A Book is to Hold

~Post by Julie W.

On Mother’s Day, as my boyfriend and I sat down to lunch with his parents, his mother passed this book across the table.

Printed in 1952, she had shared this book with her brothers growing up. A Hole is to Dig is still in print and it’s on our shelves, so I’m familiar with the book, but handling it there at the table while we heard stories of which sibling had diligently colored in which of Maurice Sendak’s drawings (sometimes inside the lines, sometimes not) and how the book had been passed from child to child, moved me. Here I held in my hand a piece of their family history.

I’m a reader who’s flexible with the times. I think e-Books are great, but seeing this small book reminded me of one of the reasons why I love print books so much. I doubt that fifty years from now I’m going to pass my e-reader on to my grandchildren. The technology will be outdated, the software won’t be compatible. This little book was compatible with my hand decades after its first readers picked it up.

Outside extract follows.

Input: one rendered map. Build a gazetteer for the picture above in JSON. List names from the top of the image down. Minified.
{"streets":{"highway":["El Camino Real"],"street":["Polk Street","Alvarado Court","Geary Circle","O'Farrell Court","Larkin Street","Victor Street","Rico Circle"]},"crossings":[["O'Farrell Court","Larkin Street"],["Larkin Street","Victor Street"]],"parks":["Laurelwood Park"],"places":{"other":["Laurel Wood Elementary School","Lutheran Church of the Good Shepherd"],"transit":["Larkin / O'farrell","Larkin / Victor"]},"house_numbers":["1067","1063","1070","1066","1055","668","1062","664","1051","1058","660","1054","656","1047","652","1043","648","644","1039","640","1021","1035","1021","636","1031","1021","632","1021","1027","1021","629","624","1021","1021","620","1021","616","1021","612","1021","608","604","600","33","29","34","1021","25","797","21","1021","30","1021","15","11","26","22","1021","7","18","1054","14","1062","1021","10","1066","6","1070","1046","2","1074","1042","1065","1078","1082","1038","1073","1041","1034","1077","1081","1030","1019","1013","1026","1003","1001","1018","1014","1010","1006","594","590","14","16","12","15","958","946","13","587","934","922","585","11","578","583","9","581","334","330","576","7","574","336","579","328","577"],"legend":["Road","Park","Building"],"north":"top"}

And I did like to think of those first readers flipping to my favorite page, “Cats are so you can have kittens”. Kittens are timeless! Also timeless – Maurice Sendak’s early artwork. You can start to see Max in some of the little boys’ faces.

The way we interact with the world is changing awfully fast, it’s incredible to be alive right now to witness it. This little book made me pause and think through some of that change. We’ll always have objects to serve as touchstones for memory; my favorite will always be books. Especially those books that have been scribbled with crayon by little hands and kept close on a nearby shelf long after the crayons have been put back in their box.

3 thoughts on “A Book is to Hold

  1. I have yet to buy an e-reader. I enjoy perusing the shelves of used (and new) bookstores and holding a book in my hand way too much. I actually harbor this weird fear that my future kids are going to grow up without ever wrapping a paper bag around a textbook and drawing all over it, or sitting down on a lazy Sunday and flipping through a Doctor Seuss book, even without reading the pages. I’ve also promised myself that I’ll never read my future kids a story without having the actual book in my hand. I embrace most technology, but I have a real fear on several levels when it comes to things like e-readers.

    That is a great find.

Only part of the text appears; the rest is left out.